Big bank stocks have been persistently weak, making breakups that seemed politically impossible no longer unthinkable.
Bank of America’s recent quarterly earnings were so weak that investors and commentators wondered whether the bank should sell off Merrill Lynch, the investment bank for which it foolishly overpaid at the height of the crisis. Bank of America trades at half of its book value (the stated value of its assets minus its liabilities), an indication that investors view its asset quality and prospects just a notch below abominable, as Jonathan Weil of Bloomberg News pointed out last week.
For Bank of America, the question is whether it will have to raise capital. Selling shares at such depressed prices would be costly. Regulators won’t push for it. They just gave stress tests to the biggest banks and merely restricted the bank from paying out a dividend. The logical solution is that Bank of America shed business lines in a bid to improve its prospects in the eyes of Wall Street.
Citigroup’s stock, revenue and earnings have lagged for a decade.

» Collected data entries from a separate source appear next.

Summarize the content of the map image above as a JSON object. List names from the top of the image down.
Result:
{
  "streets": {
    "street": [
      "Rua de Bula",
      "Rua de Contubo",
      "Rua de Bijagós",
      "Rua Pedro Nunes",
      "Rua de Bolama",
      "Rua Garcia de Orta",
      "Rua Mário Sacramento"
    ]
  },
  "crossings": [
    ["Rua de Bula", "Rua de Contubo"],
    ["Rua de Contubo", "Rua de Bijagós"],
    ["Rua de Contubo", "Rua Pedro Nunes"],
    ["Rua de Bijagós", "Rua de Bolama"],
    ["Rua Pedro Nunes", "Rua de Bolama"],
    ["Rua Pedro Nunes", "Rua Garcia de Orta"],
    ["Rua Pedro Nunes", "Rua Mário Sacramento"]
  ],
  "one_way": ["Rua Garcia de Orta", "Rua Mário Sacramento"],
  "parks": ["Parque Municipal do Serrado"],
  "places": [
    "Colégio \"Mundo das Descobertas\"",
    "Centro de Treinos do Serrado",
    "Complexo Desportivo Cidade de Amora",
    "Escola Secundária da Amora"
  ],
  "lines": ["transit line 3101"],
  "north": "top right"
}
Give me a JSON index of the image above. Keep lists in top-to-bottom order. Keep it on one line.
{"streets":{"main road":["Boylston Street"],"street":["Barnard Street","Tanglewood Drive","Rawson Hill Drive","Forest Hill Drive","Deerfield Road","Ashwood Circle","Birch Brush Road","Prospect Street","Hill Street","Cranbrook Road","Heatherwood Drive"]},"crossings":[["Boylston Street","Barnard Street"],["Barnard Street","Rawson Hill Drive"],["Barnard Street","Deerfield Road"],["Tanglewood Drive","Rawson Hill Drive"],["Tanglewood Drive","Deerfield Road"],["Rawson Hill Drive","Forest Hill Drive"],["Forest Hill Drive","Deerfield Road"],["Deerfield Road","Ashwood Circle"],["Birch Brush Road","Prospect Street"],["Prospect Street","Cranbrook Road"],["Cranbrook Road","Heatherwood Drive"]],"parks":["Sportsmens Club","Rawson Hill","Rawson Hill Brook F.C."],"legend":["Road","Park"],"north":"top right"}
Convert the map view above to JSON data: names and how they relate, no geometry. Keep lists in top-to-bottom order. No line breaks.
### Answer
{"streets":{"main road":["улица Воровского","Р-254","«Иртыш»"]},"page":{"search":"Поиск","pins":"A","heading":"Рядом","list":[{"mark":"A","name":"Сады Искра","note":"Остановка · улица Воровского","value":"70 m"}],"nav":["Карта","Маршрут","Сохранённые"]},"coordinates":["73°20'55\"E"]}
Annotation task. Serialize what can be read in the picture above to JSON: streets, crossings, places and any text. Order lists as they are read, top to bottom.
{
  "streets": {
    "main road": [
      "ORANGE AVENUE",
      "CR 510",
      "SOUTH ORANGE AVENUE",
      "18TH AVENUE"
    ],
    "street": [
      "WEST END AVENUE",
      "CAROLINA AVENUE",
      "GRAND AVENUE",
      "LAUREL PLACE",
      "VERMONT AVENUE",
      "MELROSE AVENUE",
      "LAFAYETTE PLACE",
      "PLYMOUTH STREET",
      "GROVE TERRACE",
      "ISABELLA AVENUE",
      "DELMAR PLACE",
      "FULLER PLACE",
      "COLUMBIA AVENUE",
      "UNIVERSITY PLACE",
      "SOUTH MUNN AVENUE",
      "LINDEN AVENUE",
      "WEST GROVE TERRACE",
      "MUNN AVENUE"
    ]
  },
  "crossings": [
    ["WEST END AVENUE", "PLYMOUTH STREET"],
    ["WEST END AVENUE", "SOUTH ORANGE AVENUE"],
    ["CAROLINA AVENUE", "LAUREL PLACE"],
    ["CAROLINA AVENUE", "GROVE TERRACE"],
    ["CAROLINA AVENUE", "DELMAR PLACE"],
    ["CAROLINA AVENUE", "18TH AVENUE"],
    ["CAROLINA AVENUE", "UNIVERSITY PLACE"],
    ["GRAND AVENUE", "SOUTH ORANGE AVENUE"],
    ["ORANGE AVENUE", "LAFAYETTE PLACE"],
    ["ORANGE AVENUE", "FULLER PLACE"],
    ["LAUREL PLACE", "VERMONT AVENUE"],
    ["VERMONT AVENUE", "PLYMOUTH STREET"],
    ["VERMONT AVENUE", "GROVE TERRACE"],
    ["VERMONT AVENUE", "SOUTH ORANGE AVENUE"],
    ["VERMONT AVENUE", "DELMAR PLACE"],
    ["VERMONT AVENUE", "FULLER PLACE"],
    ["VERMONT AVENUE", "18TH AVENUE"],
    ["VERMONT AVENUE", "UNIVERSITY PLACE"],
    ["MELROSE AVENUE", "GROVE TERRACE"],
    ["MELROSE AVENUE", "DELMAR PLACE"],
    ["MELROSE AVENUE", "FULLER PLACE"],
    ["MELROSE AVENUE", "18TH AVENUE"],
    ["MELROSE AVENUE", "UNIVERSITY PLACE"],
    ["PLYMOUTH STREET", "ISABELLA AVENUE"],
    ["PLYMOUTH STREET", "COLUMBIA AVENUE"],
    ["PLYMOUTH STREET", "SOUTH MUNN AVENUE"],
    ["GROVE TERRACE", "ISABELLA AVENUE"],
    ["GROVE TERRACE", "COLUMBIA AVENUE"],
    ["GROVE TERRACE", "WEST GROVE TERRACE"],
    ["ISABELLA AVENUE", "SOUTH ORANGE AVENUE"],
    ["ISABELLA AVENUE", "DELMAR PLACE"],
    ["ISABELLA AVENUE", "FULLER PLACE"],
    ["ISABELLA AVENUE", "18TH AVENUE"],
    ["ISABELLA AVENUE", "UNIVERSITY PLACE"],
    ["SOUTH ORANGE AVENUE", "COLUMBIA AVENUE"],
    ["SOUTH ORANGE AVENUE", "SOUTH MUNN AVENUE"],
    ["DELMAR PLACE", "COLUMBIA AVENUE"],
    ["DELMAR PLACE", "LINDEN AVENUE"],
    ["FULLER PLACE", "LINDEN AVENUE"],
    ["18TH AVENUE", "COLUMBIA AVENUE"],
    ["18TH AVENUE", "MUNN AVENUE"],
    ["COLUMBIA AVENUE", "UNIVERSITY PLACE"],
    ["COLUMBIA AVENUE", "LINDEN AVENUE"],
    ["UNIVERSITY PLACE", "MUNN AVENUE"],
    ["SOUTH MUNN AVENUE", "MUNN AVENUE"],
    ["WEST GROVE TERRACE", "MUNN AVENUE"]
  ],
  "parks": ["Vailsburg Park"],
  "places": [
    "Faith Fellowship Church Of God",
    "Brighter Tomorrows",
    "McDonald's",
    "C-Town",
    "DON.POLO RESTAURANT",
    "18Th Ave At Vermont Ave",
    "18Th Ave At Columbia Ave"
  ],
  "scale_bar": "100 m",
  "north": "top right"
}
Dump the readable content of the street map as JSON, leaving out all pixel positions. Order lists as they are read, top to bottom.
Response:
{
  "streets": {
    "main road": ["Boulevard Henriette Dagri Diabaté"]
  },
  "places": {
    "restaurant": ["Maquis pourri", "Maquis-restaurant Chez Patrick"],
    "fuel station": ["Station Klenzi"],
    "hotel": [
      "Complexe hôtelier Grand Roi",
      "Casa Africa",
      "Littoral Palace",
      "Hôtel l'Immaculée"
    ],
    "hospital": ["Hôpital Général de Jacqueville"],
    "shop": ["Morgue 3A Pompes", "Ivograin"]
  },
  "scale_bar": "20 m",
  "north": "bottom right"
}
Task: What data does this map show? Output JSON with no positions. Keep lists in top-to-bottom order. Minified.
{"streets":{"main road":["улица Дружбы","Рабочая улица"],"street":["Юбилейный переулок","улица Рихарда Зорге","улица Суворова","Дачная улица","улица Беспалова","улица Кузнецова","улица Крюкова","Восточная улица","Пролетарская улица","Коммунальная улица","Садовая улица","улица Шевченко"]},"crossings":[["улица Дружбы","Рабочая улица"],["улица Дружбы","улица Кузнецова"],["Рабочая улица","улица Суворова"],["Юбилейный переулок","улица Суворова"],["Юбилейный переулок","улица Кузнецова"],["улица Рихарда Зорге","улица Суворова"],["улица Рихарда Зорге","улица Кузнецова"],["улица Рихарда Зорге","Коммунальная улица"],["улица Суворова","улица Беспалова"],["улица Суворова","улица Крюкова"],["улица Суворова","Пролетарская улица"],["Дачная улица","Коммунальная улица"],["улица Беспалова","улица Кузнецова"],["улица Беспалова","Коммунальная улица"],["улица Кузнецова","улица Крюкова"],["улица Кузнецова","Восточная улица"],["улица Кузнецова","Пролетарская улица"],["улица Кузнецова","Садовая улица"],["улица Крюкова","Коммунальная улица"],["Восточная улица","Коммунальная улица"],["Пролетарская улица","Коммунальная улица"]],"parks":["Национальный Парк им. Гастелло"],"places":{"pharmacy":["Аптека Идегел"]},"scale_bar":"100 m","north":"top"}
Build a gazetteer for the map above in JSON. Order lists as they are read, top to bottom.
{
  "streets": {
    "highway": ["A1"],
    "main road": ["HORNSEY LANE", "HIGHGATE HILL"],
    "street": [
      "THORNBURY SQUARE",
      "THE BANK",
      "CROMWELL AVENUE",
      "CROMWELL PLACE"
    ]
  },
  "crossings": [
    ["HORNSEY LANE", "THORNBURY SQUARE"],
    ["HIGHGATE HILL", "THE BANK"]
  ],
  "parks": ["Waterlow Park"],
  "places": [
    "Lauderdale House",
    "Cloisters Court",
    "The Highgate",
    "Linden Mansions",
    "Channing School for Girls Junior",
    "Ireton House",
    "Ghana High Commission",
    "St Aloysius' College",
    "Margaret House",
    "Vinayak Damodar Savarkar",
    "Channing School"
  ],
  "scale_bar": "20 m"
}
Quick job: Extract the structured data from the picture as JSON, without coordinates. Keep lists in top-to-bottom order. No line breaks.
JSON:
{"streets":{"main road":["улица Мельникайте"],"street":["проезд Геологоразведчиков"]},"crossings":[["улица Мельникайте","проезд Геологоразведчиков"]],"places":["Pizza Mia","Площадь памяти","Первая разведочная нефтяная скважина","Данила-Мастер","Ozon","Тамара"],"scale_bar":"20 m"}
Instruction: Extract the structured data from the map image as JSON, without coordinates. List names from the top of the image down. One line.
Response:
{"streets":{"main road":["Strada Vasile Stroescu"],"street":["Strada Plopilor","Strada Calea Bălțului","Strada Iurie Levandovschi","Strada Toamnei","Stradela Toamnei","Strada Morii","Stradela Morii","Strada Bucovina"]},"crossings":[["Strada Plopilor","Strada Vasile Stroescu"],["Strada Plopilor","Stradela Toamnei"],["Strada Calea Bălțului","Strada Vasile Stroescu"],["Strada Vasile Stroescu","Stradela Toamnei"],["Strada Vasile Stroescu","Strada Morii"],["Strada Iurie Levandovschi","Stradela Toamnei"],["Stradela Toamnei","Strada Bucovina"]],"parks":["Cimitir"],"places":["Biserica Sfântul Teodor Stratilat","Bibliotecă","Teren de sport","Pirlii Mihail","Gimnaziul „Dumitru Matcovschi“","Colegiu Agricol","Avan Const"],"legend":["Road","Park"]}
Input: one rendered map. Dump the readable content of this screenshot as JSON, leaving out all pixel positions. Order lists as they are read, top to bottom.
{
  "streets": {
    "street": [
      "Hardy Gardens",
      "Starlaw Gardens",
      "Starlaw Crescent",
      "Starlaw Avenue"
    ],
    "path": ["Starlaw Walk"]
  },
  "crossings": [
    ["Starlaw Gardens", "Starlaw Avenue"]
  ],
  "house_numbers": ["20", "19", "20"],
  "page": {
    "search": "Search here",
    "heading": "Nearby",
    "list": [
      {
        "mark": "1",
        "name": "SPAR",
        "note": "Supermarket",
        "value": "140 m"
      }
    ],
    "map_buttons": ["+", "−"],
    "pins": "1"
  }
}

“Look, if you can’t compete in the major leagues for over a decade, it’s time to go back to the minors,” said the always outspoken Mike Mayo, an analyst with CLSA. His chronicle of ruffling bank management feathers, “Exile on Wall Street” (Wiley), will be published in the fall.
JPMorgan Chase is as well managed as any gargantuan bank can be. But if you look at its businesses, it’s hard to see any area where it is clearly the best, something even its own executives concede. Not in credit cards, where the premier name is American Express. Not in money management, where you might offer up T. Rowe Price. Investment banking—Goldman Sachs (the last quarter notwithstanding). Back-office transactions, State Street.
Yet even JPMorgan is merely trading at book value. Put another way, the market regards the value that JPMorgan provides as a financial services conglomerate as zilch. How well do all of JPMorgan’s divisions work together? In presentations to investors, JPMorgan executives show how much revenue they gain from existing clients. But these measures are hardly unbiased. Executives have an incentive to defend their empires. Who is to say that a certain division of JPMorgan wouldn’t have won that business anyway? And nobody measures how much a bank loses through conflicts of interest.
Even in the face of investor pressure, there are forces that would hold bank breakups back. Mainly pay.
“The biggest motivation for not breaking up is that top managers would earn less,” Mayo said. “That is part of the breakdown in the owner/manager relationship. That’s a breakdown in capitalism.”
Institutional investors—the major owners of the banks—are passive and conflicted. They don’t like to go public with complaints. They have extensive business ties with the banks. The few hedge fund activist investors who aren’t cowed would most likely balk at taking on such an enormous target.
Also, there are reasons to think that smaller banks wouldn’t necessarily make the system safer. A wave of small bank failures can have systemic effects, as was the case in the Great Depression. Focused companies like Washington Mutual and Bear Stearns failed in the recent crisis, worsening it.
Making a nuanced argument, John Hempton, a blogger, investor and former regulator in Australia, says that it’s better for shareholders—and societies—to have large banks with lots of market power. That makes them more profitable and leads them to take less risk, making them safer and more enticing for investors.
Another oft-trotted-out argument against breakups: The United States needs global banks to service its giant, multinational corporations and to preserve our position in world markets.
Color me unconvinced. When a giant corporation wants to do a major bond offering or a big company goes public, the banks, despite their size, don’t want to shoulder all the risk themselves, preferring to share the responsibility.
If the stocks continue to lag for quarters upon years, these arguments will seem less convincing, while institutional reluctance will begin to erode.
Investors don’t care about size, they care about performance. It’s undeniable that smaller banks are easier to manage. And they are easier for regulators to unwind—and therefore less terrifying to trading partners—when they fail.
One of the most remarkable aspects of the debate about overhauling the financial system after the great crisis was the absence of serious contemplation of breaking up the largest banks.
It’s not a perfect solution. Banks responding to investor pressure would react haphazardly. But it’s a good start.